TASK TO COMPLETE: The task calls for each line of the records below in which the word "above" appears.

SOURCE DATA:
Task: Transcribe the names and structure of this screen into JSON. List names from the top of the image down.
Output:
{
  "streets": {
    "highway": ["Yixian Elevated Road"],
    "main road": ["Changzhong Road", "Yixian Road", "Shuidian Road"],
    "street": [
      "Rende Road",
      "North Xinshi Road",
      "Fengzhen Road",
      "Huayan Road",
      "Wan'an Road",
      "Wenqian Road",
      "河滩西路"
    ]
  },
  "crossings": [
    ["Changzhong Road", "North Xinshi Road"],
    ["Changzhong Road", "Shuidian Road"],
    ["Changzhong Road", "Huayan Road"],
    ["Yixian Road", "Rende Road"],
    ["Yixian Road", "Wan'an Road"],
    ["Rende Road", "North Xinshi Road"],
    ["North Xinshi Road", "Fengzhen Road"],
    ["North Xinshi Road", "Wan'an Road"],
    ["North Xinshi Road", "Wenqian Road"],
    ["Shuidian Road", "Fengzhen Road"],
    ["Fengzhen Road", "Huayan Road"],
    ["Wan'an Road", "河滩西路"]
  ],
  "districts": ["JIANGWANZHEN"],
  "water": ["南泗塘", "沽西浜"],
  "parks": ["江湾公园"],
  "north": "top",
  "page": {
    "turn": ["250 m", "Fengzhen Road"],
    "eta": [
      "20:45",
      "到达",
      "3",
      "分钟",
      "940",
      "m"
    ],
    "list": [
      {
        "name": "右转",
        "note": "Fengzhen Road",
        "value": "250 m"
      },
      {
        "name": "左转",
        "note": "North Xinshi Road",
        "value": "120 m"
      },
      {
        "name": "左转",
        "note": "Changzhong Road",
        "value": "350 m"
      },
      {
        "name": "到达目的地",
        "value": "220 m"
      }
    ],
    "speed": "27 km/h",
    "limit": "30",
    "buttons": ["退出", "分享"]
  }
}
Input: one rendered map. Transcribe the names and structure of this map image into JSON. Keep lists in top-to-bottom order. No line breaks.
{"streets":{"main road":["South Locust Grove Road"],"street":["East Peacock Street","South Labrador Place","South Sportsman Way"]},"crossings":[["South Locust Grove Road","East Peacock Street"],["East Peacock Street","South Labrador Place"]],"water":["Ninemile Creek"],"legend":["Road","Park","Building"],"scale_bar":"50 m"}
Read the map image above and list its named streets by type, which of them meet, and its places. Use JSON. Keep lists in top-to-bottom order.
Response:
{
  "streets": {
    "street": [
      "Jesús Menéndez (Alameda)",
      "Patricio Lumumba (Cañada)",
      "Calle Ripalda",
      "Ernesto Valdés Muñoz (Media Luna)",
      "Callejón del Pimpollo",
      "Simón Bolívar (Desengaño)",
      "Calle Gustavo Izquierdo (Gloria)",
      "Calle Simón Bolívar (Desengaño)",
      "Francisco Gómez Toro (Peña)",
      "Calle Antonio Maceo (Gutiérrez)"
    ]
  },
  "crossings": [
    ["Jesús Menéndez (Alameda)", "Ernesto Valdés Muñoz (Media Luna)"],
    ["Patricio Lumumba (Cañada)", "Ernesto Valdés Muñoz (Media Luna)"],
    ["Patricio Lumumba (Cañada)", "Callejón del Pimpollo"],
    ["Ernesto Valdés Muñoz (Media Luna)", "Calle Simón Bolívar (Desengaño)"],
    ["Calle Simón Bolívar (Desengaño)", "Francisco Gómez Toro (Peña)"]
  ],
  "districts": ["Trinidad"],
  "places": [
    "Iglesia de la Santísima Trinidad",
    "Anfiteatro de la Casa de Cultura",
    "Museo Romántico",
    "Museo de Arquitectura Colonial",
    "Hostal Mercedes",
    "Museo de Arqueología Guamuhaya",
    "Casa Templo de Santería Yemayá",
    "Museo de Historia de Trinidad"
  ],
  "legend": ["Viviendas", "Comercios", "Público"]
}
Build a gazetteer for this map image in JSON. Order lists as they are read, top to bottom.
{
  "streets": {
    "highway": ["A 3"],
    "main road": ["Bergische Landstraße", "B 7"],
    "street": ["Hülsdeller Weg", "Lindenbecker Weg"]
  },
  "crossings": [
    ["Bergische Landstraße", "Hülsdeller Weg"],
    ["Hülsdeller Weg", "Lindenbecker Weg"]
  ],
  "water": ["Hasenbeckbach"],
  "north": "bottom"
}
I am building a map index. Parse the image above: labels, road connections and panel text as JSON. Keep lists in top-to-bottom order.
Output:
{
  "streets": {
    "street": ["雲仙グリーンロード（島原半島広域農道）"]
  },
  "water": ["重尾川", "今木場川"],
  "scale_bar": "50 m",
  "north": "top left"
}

EXERCISE RESULT:
Read the map image above and list its named streets by type, which of them meet, and its places. Use JSON. Keep lists in top-to-bottom order.
I am building a map index. Parse the image above: labels, road connections and panel text as JSON. Keep lists in top-to-bottom order.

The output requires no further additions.